I also see it in actors. When I was at film school at Columbia, it was a requirement that even if you wanted to be a writer, you had to take an acting class. It was an amazing experience. The idea was that by being on the actor’s side of the camera, you would learn what the actor’s problems are and be able to be a better screenwriter and director. My teacher was Brad Dourif, who won an Oscar for his role in One Flew Over the Cuckoo’s Nest, who was wonderful in Deadwood and many other films and series. Trying to act certainly taught me a lot, both about the craft and what it costs to be an actor. And I think there again, there’s the same swing between trying to live another life while watching yourself, to be aware of what you need to do to be that other self.

And then actors famously have to go down deep and find their own trauma to work with. I say this with all love, but actors are as crazy as writers.

Absolutely. Why would anyone do that to themselves?

It’s not pleasant while you’re doing it, acting or writing. But there’s a lot of satisfaction that comes from it.

Well, you went to a Catholic school. So you know about the Catholic tradition of suffering – passion as ecstatic suffering.

(Laughs) I do!

So, as a writer and as someone who has developed a piece of writing software, what are your views on this whole AI thing that’s going on right now?

Being in the trade, as it were, it’s right on top of my mind. It’s interesting, we’ve been talking about this for years at Granthika, about how do you help the writer apart from the worldbuilding aspect of it. I’d always wanted to tackle the problem of creating fresh similes and metaphors.

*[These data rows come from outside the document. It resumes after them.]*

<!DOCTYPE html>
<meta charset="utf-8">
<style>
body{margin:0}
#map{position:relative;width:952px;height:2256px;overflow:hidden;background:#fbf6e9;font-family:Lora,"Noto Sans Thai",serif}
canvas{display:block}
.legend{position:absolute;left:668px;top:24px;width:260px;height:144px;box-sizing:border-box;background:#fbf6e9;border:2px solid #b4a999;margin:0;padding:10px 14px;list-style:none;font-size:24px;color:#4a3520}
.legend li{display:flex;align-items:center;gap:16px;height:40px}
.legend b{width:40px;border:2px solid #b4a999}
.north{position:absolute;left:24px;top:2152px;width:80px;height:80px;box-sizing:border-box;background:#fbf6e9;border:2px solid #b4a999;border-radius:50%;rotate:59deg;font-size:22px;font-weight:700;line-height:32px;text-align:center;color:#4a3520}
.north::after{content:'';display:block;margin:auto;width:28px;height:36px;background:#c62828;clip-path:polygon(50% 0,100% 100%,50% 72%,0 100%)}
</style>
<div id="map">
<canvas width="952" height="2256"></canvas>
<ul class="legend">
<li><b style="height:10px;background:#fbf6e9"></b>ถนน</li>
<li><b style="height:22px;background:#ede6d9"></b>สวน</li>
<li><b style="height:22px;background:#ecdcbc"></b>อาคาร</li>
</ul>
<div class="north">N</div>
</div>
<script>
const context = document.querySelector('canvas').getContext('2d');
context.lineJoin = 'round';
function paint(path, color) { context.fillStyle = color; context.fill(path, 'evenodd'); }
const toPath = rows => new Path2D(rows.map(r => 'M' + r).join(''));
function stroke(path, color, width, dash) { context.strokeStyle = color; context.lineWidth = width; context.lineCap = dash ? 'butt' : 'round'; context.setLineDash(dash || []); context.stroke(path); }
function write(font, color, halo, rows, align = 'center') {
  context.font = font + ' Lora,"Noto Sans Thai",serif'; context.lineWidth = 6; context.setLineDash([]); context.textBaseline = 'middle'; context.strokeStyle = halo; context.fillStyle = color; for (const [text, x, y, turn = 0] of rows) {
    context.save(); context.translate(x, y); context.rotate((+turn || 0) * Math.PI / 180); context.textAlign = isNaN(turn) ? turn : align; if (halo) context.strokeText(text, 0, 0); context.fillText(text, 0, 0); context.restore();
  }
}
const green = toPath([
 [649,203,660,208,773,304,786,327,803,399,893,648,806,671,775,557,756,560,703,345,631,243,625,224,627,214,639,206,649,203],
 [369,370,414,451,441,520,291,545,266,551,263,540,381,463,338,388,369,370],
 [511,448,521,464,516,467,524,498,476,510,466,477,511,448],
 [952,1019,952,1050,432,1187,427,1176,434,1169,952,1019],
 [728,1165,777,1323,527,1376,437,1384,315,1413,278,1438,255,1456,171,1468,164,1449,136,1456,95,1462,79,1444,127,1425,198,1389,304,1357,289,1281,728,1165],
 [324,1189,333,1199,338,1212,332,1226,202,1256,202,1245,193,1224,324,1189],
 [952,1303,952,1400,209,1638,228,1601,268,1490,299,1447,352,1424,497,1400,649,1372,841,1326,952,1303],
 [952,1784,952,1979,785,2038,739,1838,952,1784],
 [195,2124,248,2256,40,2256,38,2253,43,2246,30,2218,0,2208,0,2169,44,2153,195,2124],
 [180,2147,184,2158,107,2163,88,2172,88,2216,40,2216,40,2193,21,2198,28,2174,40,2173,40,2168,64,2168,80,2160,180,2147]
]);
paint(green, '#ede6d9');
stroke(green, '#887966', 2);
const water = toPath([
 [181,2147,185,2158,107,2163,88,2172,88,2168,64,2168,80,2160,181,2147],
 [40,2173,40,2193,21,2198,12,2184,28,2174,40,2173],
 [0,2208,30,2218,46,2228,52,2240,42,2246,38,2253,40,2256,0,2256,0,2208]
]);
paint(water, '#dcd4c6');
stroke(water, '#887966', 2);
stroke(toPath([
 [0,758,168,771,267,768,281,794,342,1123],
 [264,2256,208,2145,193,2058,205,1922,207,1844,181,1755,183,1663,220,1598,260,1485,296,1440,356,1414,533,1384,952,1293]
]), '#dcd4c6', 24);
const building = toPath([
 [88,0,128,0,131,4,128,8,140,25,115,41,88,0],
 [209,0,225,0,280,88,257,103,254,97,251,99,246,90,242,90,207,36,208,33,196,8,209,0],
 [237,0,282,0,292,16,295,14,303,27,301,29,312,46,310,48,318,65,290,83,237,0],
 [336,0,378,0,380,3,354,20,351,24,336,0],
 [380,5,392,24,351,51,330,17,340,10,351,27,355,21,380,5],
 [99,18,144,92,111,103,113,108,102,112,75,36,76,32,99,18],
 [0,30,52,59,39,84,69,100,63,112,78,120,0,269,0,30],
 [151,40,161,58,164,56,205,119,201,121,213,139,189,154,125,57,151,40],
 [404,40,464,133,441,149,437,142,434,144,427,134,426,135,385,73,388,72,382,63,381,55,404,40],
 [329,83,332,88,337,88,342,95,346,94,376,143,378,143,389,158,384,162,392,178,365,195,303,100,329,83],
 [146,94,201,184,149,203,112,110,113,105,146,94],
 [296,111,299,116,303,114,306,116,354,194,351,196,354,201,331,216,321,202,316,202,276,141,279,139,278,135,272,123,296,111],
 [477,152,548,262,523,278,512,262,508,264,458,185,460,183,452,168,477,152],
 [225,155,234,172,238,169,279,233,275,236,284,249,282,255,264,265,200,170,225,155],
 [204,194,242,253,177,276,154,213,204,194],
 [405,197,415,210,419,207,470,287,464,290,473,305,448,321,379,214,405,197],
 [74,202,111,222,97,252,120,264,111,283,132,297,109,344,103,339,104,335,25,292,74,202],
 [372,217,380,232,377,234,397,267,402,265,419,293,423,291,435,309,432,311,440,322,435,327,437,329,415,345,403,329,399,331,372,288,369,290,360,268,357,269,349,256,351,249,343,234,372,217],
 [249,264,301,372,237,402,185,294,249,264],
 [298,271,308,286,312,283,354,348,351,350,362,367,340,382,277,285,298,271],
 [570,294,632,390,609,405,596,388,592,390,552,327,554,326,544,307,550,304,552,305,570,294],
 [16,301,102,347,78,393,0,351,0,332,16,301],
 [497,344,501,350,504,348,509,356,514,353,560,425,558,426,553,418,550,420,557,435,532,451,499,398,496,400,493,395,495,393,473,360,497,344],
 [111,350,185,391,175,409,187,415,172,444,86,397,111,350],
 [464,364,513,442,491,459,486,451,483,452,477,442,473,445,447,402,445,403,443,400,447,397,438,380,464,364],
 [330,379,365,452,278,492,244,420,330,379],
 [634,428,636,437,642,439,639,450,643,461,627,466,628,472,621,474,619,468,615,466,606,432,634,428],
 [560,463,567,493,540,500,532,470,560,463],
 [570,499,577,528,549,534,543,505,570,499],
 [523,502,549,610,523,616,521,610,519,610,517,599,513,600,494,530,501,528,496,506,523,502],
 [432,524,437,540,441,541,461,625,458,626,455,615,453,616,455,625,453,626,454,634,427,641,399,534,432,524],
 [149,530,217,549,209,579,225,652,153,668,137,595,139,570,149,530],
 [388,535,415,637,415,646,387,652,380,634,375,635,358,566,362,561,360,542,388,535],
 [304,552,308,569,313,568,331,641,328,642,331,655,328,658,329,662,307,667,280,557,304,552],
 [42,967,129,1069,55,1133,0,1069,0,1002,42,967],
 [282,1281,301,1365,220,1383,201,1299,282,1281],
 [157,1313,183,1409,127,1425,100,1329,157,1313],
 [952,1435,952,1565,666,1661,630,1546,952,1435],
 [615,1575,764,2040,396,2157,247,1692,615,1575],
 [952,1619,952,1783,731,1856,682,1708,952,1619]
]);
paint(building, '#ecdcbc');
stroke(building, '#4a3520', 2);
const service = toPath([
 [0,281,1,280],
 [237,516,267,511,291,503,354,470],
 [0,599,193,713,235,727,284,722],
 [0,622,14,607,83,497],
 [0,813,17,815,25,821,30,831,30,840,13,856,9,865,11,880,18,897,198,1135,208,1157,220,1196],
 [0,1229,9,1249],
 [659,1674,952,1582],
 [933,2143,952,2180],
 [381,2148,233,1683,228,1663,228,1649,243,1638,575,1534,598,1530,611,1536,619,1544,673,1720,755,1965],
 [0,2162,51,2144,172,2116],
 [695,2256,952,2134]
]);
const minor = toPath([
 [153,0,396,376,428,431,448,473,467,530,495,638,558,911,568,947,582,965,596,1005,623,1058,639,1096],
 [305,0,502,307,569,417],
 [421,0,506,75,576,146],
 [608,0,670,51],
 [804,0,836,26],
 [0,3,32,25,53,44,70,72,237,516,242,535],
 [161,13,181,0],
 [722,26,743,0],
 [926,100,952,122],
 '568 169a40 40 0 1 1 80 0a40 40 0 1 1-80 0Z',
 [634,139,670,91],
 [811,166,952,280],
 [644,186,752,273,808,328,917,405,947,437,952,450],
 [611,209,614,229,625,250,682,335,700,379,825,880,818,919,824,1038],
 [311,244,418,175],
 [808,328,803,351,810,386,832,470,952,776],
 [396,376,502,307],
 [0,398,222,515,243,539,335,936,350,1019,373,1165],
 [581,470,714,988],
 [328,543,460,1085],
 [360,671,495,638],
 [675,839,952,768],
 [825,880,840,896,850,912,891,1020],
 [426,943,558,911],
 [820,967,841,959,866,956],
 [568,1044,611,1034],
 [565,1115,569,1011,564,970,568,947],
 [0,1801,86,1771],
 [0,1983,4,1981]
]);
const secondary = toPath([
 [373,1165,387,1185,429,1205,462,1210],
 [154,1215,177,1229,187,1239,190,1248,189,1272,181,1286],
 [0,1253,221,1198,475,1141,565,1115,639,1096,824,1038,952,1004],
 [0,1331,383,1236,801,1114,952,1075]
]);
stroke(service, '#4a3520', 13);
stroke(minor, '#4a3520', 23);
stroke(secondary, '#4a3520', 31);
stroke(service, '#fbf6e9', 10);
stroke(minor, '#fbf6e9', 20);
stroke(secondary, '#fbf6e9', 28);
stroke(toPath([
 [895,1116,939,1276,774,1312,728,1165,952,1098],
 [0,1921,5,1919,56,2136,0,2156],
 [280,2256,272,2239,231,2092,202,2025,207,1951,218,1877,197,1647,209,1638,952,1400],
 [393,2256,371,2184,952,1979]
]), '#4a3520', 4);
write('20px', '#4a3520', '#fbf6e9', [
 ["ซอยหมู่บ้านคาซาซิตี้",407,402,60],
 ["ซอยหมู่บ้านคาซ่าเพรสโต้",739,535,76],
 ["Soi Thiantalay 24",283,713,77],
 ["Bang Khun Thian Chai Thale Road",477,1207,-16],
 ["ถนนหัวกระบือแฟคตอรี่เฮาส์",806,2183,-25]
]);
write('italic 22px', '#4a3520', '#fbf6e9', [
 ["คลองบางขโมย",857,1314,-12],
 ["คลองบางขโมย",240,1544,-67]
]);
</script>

So what we were talking about is that you do two or three similes and then you tell the system to generate 100 more. And the AI will come up with some really crazy stuff. But maybe in those 100 similes you’ll find two that are interesting. What the guys have done at OpenAI is that they’ve solved that problem on a massive scale, essentially.

Everyone thinks of AI as somehow magical, but it’s next-word prediction. What it’s doing is very sophisticated guessing based on an incredible amount of data. So what does that do to the writers’ trade or craft? I’m sure you heard that there’s a sci-fi magazine that had to close down their submissions because they were flooded with AI-generated stories.

Clarkesworld.

Right. I think AI is going to be able to produce facsimiles of human texts in whatever genre. These imitations will get better. And so the question everyone is fixated right now is, will you be able to tell the difference finally, between writing by humans and writing by AI.

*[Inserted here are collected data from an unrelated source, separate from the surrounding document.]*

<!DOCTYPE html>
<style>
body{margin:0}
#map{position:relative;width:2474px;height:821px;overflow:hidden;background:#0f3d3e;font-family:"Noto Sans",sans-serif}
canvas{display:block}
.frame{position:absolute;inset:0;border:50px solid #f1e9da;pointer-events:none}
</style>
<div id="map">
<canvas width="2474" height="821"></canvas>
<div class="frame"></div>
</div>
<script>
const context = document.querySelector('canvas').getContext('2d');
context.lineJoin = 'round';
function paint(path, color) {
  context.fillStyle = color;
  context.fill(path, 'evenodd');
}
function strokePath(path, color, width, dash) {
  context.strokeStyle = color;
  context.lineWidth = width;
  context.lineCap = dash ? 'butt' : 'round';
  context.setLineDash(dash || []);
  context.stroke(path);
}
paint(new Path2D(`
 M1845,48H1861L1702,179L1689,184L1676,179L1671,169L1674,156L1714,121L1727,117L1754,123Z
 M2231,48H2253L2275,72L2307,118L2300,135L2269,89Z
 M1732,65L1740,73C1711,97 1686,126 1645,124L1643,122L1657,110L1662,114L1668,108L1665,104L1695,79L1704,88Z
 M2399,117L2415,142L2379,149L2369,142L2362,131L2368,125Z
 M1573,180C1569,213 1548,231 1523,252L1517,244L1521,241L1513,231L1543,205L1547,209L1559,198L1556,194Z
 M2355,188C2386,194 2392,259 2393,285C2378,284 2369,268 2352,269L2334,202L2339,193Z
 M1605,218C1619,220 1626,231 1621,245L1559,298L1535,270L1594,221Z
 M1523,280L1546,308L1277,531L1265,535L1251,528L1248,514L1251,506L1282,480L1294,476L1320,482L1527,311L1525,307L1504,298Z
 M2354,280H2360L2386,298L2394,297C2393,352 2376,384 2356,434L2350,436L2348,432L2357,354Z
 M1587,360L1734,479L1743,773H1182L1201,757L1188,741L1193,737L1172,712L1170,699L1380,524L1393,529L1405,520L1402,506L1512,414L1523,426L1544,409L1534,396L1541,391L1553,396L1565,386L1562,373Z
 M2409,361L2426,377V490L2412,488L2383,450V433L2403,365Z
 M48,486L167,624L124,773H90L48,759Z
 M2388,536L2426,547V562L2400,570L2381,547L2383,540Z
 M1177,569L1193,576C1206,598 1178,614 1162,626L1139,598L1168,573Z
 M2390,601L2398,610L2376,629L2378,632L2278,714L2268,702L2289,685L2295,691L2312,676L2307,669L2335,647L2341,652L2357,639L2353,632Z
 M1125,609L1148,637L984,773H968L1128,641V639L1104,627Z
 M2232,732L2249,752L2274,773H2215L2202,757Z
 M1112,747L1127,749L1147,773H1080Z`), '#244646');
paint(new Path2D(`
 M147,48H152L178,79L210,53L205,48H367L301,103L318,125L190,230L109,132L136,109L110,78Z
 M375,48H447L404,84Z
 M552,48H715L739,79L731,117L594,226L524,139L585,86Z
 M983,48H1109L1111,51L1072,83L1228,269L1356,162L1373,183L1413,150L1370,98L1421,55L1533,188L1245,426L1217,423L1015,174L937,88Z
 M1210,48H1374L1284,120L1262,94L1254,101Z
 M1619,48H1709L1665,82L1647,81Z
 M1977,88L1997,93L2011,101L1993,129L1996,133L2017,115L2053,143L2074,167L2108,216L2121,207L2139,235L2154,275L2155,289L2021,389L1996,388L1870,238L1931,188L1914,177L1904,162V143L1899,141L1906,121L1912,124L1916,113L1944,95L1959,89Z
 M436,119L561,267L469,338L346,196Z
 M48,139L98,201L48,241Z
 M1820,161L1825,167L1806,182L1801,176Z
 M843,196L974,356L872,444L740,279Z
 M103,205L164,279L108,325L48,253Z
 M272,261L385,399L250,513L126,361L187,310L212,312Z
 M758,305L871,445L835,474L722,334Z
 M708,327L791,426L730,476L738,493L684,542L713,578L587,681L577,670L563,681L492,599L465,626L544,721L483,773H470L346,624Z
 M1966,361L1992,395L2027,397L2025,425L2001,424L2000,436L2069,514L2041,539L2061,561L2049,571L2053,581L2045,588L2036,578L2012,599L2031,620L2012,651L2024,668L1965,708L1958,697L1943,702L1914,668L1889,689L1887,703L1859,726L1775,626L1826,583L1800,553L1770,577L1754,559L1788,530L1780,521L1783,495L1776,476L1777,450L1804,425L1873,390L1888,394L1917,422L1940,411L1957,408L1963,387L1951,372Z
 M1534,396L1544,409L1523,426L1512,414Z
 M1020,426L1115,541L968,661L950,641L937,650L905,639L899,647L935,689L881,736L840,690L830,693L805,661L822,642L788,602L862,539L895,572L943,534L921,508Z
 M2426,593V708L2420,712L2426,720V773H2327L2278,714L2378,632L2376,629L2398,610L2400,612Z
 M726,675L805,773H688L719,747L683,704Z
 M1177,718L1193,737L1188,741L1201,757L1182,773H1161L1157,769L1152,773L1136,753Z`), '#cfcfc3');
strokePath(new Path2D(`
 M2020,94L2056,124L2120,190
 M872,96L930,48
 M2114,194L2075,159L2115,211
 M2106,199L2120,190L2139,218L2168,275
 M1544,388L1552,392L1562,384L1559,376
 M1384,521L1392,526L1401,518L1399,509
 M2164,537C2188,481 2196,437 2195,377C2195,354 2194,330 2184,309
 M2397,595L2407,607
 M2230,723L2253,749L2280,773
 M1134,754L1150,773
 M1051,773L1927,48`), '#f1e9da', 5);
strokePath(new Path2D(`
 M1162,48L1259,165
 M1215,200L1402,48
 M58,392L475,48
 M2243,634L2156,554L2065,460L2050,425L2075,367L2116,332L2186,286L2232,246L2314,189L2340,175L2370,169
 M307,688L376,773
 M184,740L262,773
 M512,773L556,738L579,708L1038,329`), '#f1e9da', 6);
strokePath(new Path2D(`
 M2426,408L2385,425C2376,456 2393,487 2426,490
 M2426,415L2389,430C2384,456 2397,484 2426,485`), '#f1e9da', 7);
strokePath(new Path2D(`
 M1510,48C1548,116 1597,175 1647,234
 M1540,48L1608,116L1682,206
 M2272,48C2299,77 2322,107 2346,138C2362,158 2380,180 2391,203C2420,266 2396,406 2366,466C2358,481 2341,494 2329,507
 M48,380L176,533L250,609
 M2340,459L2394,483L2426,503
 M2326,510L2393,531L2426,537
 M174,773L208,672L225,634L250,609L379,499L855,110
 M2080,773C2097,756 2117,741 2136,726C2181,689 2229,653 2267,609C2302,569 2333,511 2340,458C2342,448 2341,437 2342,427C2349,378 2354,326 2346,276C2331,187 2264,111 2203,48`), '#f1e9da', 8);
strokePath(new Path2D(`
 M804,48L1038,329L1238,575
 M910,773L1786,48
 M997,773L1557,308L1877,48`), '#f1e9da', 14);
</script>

There was this brouhaha on Twitter because a romance writer revealed that she had been using generative systems to write her last three or four books, and her readers had been happily reading them. Her argument is, if my readers are happy, why aren’t you? So in that context, I’m thinking, okay, we’re going to have art which has to reveal that it was made by a human hand. It’s going to be like certified artisan cheese – this organic cheese was made locally with local cows, no big corporations involved, it’s not processed food. Is a novel going to have a certification? “No AI was used in the making of this.” So I think there’ll be some amount of that.

What we crave, I think, from poetry or fiction or drama is a replication or an echo of our existence. And pleasure that comes out of that, entertainment that comes out of that, but also a kind of human connection. Knowing that there is another human back there who is writing about pain or joy and you’re communicating with a human through the text. I think that’s inevitably going to stay.

I’m reading right now this amazing book called You Could Make This Beautiful by the poet Maggie Smith. She writes about the coming apart of her marriage, her divorce. And one thing about it is the form that she’s using, which is not linear story-telling, it works like a series of images, which are not necessarily connected in terms of causal plot. When I wrote Geek Sublime, that was the first time I hadn’t used a linear form. It was terrifying for me because I didn’t know what I was doing. But this idea of breaking a novel into small fragments and doing this kind of mosaic structure, she does that so well. I really admire what she’s done, it’s absolutely beautiful writing. But there’s also the confessional aspect of it – she’s revealing to you her own pain and confusion and her attempts at recovery. That’s a really important part for me as I’m reading the book. If somebody told me that AI had produced that, I would be very angry because I would then feel I was taken advantage of. Not in a commercial way – I don’t care that I paid whatever I did for the book, but you seduced me into an emotional connection and you didn’t tell me the truth. Her book is about her divorce, her husband cheating on her. What I’m connecting with is that feeling, that pain, which she embodies in that book. AI will be able to imitate that text, to produce some version of it, but I’d feel like I had been ripped off. 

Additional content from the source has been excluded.